Dataset items
==================================================

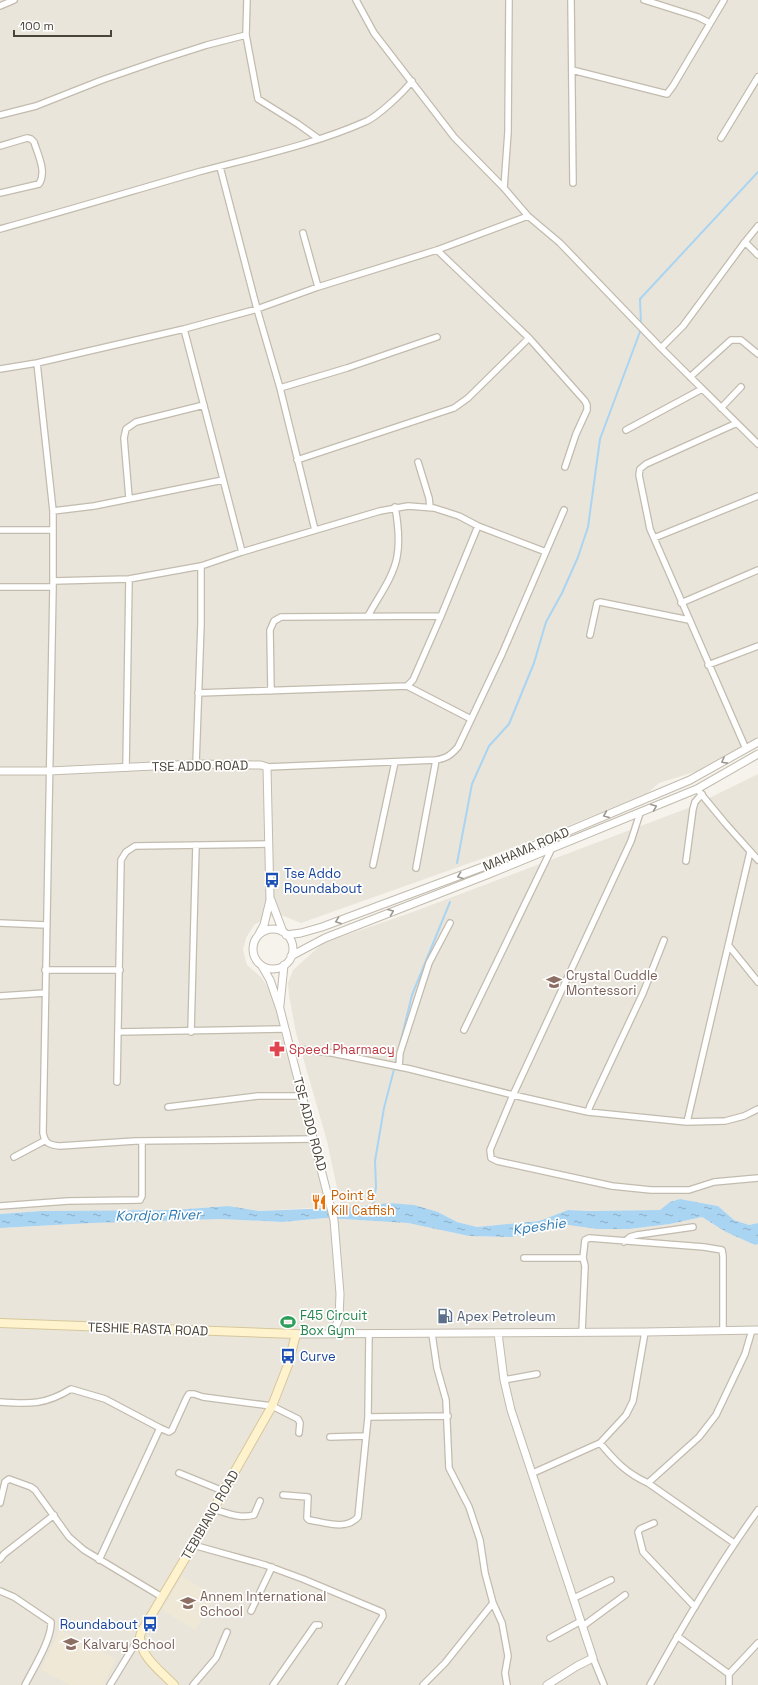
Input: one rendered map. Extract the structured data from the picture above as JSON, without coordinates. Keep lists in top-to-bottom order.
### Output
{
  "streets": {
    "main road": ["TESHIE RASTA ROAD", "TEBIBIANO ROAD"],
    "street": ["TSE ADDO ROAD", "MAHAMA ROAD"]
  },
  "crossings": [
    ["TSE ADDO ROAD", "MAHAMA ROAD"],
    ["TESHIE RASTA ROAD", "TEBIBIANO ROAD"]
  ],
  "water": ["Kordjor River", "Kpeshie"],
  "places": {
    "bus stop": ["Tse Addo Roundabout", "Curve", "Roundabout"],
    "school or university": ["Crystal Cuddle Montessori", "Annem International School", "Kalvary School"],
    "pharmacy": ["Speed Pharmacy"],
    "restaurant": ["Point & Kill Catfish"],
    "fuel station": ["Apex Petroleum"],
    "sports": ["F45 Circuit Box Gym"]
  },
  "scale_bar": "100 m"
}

==================================================

Drop the images and transcribe the entries above exactly.

- RESPONSE FOR THIS EXERCISE -
Input: one rendered map. Extract the structured data from the picture above as JSON, without coordinates. Keep lists in top-to-bottom order.
### Output
{
  "streets": {
    "main road": ["TESHIE RASTA ROAD", "TEBIBIANO ROAD"],
    "street": ["TSE ADDO ROAD", "MAHAMA ROAD"]
  },
  "crossings": [
    ["TSE ADDO ROAD", "MAHAMA ROAD"],
    ["TESHIE RASTA ROAD", "TEBIBIANO ROAD"]
  ],
  "water": ["Kordjor River", "Kpeshie"],
  "places": {
    "bus stop": ["Tse Addo Roundabout", "Curve", "Roundabout"],
    "school or university": ["Crystal Cuddle Montessori", "Annem International School", "Kalvary School"],
    "pharmacy": ["Speed Pharmacy"],
    "restaurant": ["Point & Kill Catfish"],
    "fuel station": ["Apex Petroleum"],
    "sports": ["F45 Circuit Box Gym"]
  },
  "scale_bar": "100 m"
}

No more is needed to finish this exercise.